A Toronto restaurant is being forced to cough up some serious cash to a black patron after it required him and three of his friends to pay in advance for their meals.
The Ontario Human Rights Tribunal ruled that Hong Shing Chinese Restaurant violated the province’s human rights code and will have to pay Emile Wickham $10,000 for a 2014 incident in which he and his companions were asked by a server to pay for their meals in full before receiving them. As Newsweek reports, the server explained to the diners at the time that it was restaurant policy.
Wickham and his friends, who had gathered at the popular Chinatown restaurant that day to celebrate his birthday, paid for their meals but felt something wasn’t quite right. Noticing that they were the only black people in the restaurant, Wickham asked other patrons if they, too, had been asked to prepay.
They all said no.
The black diners questioned the server, who eventually confessed that their group was the only one asked to pay in advance for their meals. Wickham and his friends received a refund, but the racist incident unsettled Wickham deeply enough that he filed a complaint with Ontario’s Human Rights Tribunal in 2015.

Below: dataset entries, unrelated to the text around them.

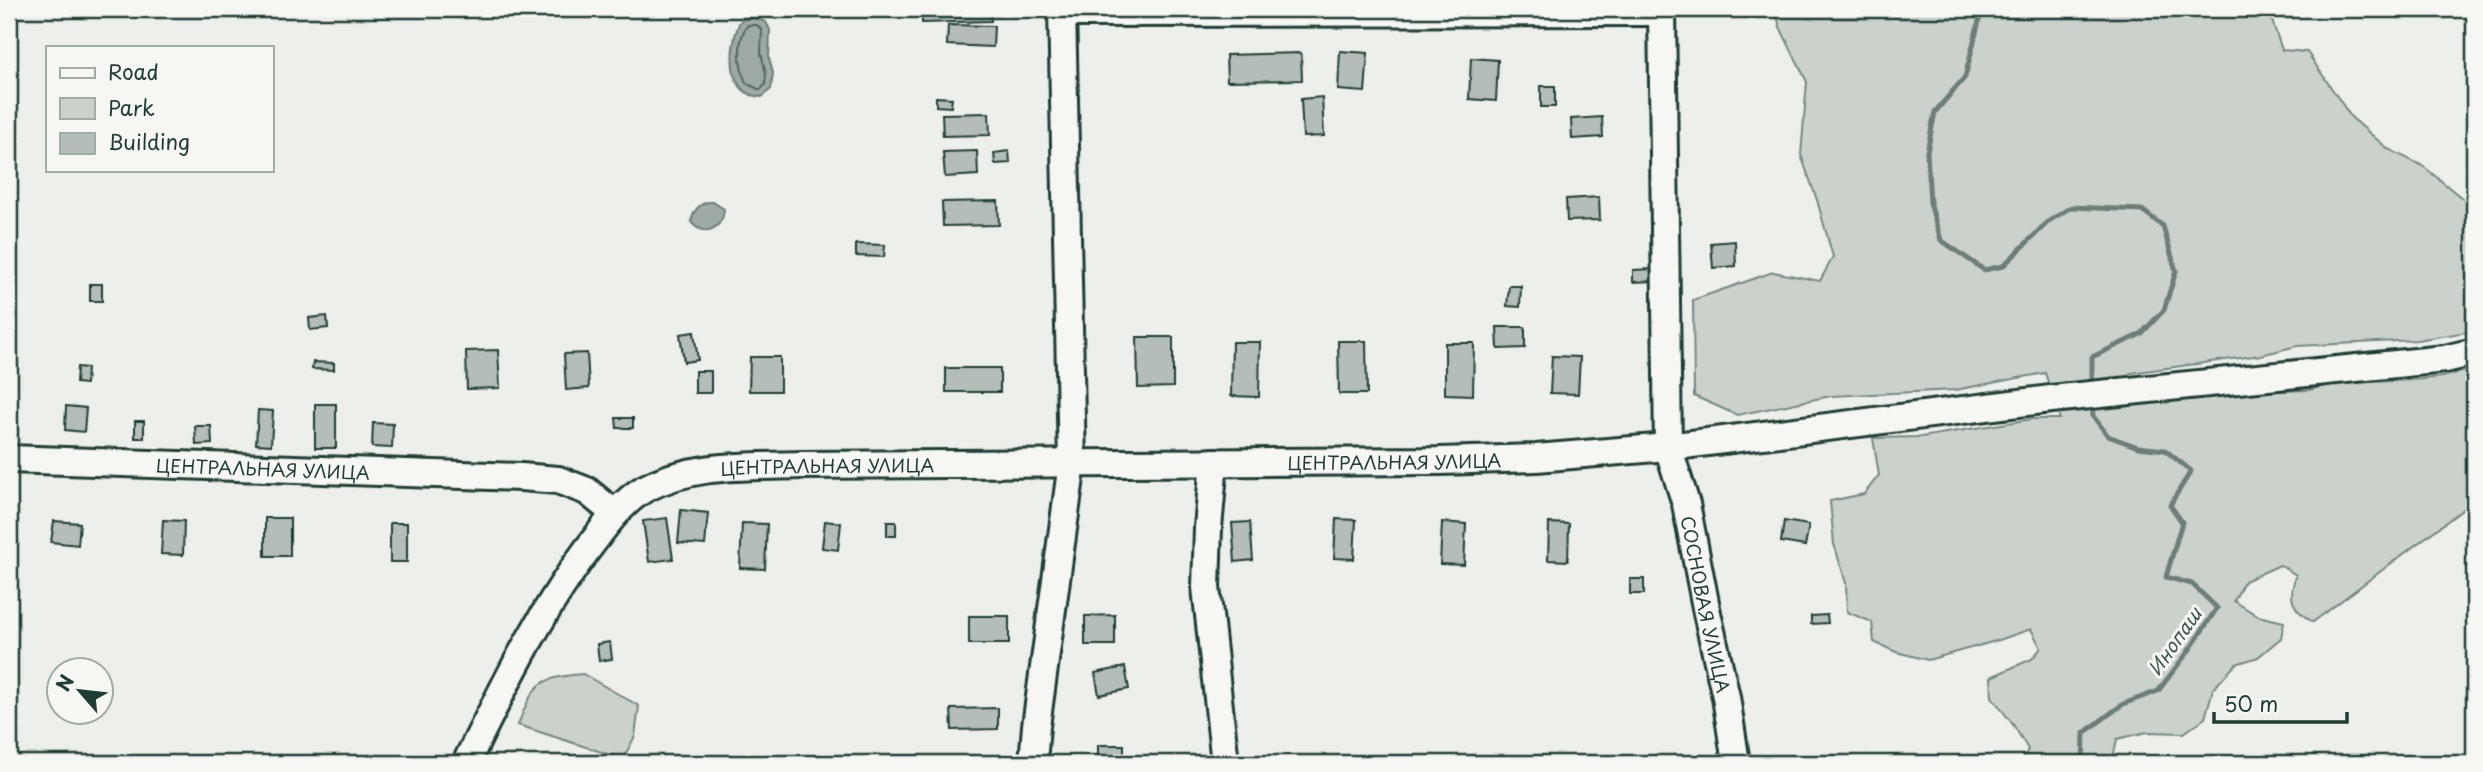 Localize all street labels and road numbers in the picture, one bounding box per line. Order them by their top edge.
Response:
street label: ЦЕНТРАЛЬНАЯ УЛИЦА [1287,446,1502,475]
street label: ЦЕНТРАЛЬНАЯ УЛИЦА [155,451,370,485]
street label: ЦЕНТРАЛЬНАЯ УЛИЦА [719,451,935,481]
street label: СОСНОВАЯ УЛИЦА [1675,513,1738,695] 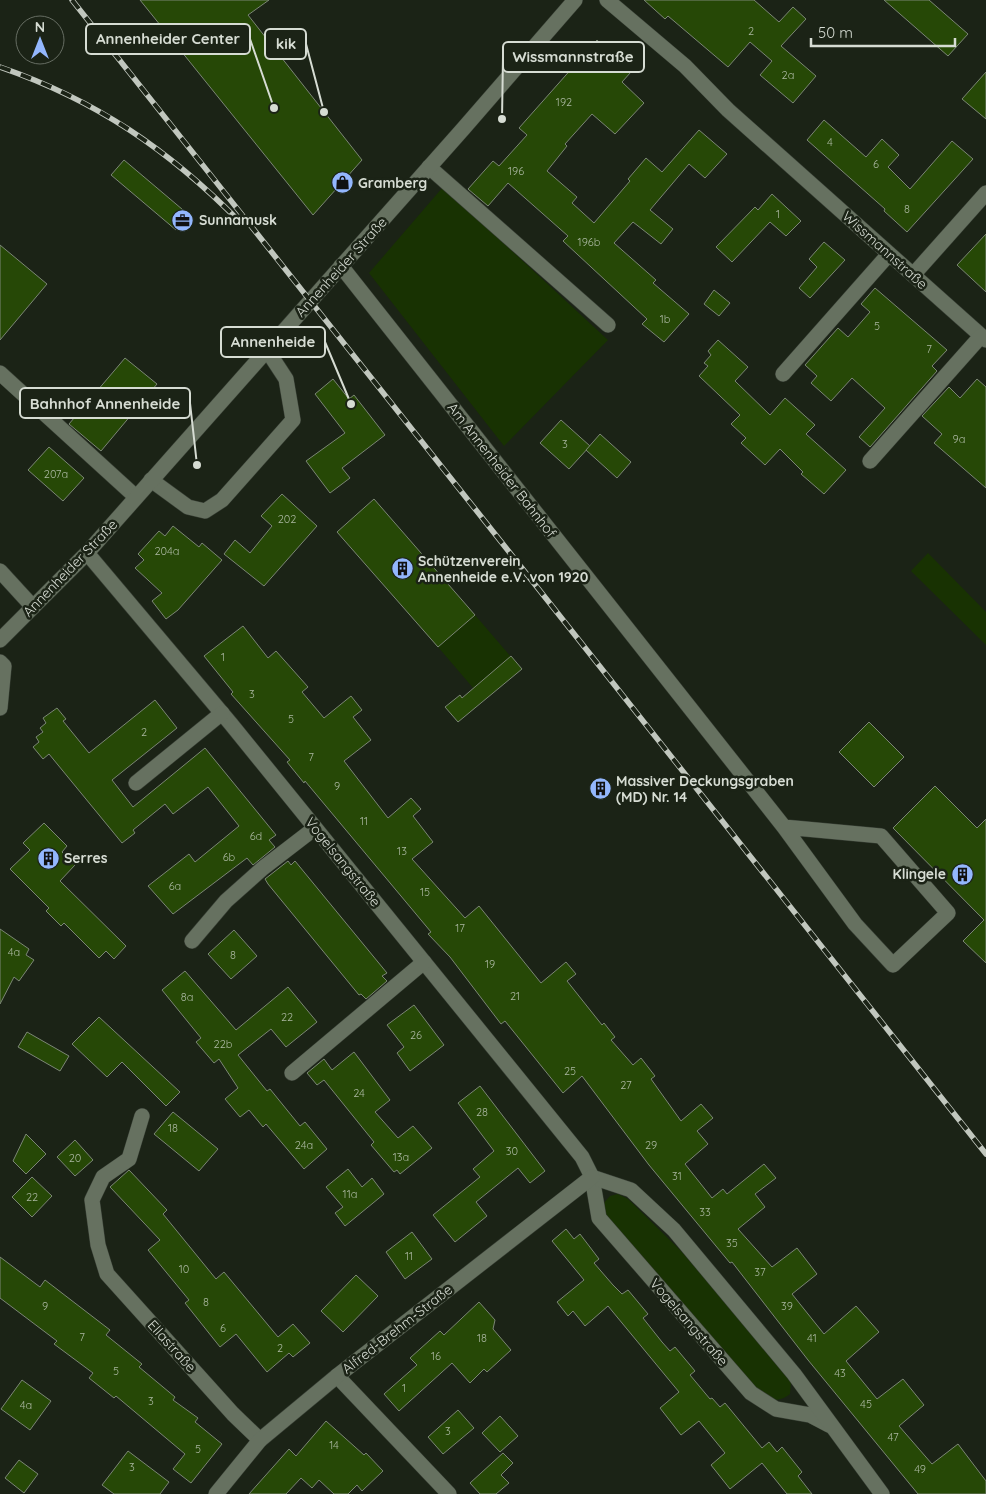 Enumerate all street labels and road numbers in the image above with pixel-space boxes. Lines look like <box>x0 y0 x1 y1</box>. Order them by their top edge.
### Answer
street label: Wissmannstraße <box>839 207 931 293</box>
street label: Annenheider Straße <box>291 213 391 321</box>
street label: Am Annenheider Bahnhof <box>444 399 560 541</box>
street label: Annenheider Straße <box>19 515 121 620</box>
street label: Vogelsangstraße <box>301 813 385 911</box>
street label: Vogelsangstraße <box>646 1274 732 1370</box>
street label: Alfred-Brehm-Straße <box>338 1280 456 1378</box>
street label: Ellastraße <box>144 1316 200 1376</box> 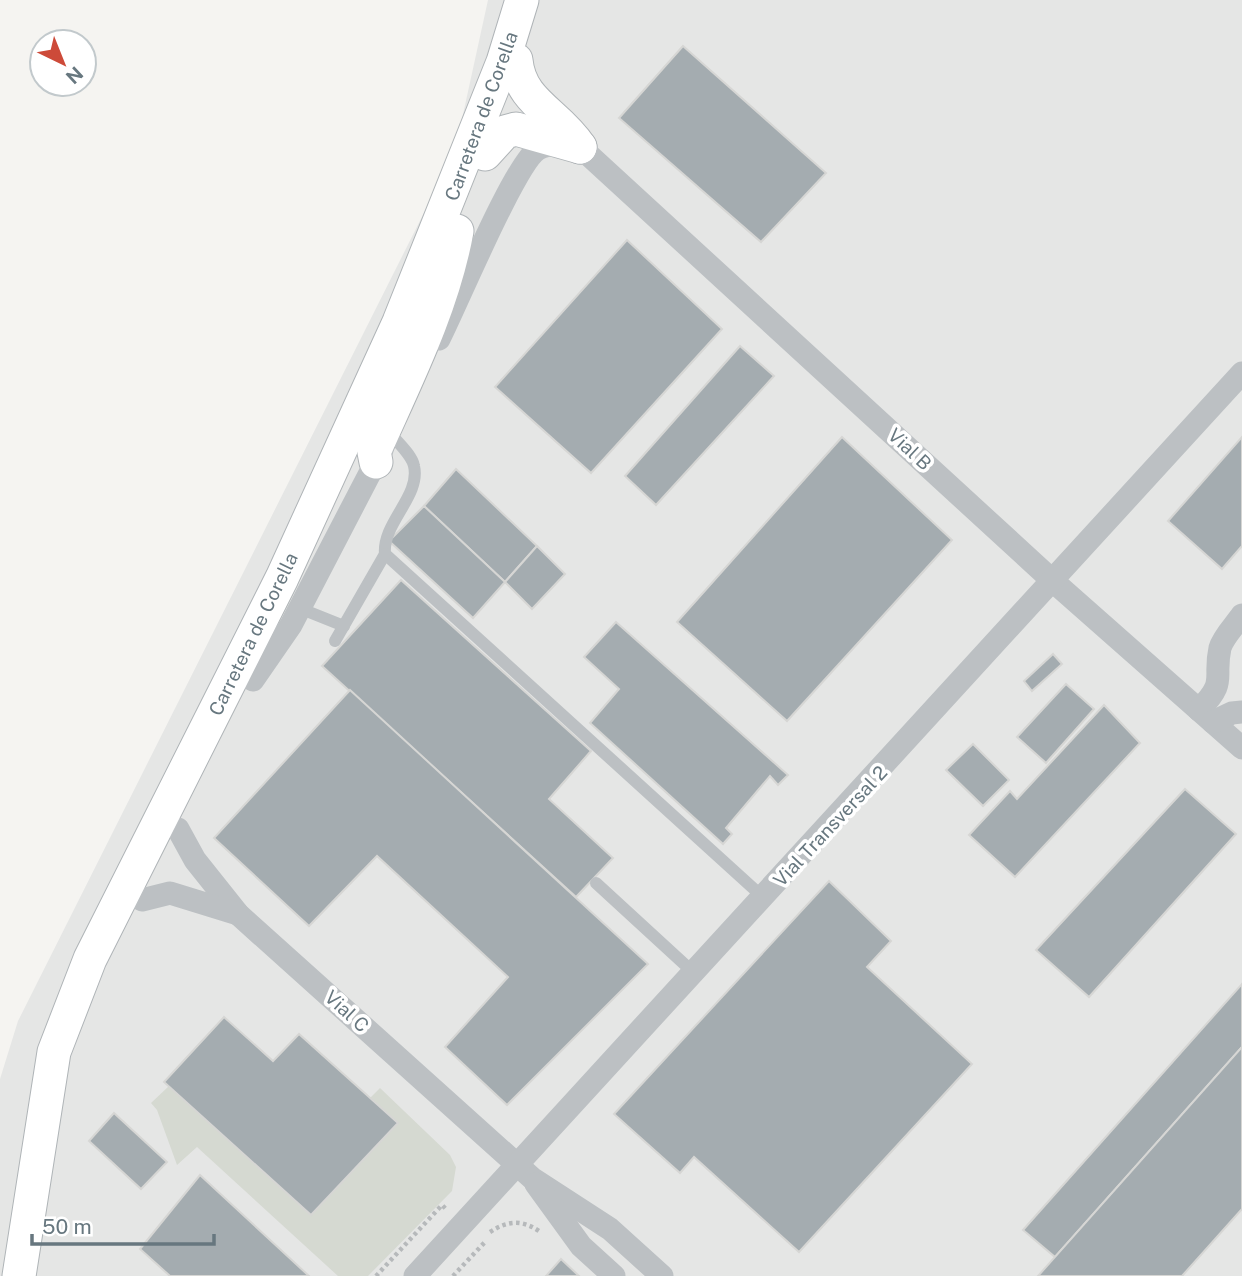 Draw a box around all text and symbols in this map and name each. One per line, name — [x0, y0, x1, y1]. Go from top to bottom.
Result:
north arrow — [28, 28, 98, 98]
street label: Carretera de Corella — [440, 28, 522, 204]
text: N — [62, 62, 88, 89]
street label: Vial B — [884, 424, 936, 474]
street label: Carretera de Corella — [204, 549, 302, 719]
street label: Vial Transversal 2 — [769, 761, 891, 891]
street label: Vial C — [321, 986, 373, 1036]
scale bar — [32, 1202, 214, 1246]
text: 50 m — [42, 1214, 92, 1239]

The tribunal ruled in favor of Wickham on April 18, finding that Hong Shing violated Ontario’s human rights code by treating the diner as a “potential thief in waiting.”
In the ruling, Adjudicator Esi Codjoe found that Hong Shing’s staff practiced anti-black racism, violating a rule that mandates equal treatment for all customers receiving goods and services and accessing facilities.
Wickham’s “mere presence as a black man in a restaurant was presumed to be sufficient evidence of his presumed propensity to engage in criminal behavior,” Codjoe wrote.
While Hong Shing didn’t have staff or legal representation at the tribunal hearing, the restaurant did defend its actions. The restaurant claimed it attracted a “transient crowd” and had suffered from dine-and-dash incidents in the past, prompting it to adopt a policy of asking customers whom staff didn’t recognize to pay for their food in advance.
Codjoe didn’t buy that explanation—writing that there was no evidence that such a policy was in place and no proof that the other patrons at the restaurant the night Wickham and his friends attempted to dine were “known customers.”
Wickham, a native of Trinidad and Tobago who moved to Canada 11 years ago, said he had never been treated like a second-class citizen because of his race until he immigrated to the country.
According to court documents, Wickham said that the restaurant’s discriminatory treatment prompted him to realize “no matter how well-dressed or educated or spoken you may be, you are still just seen as a nigger.”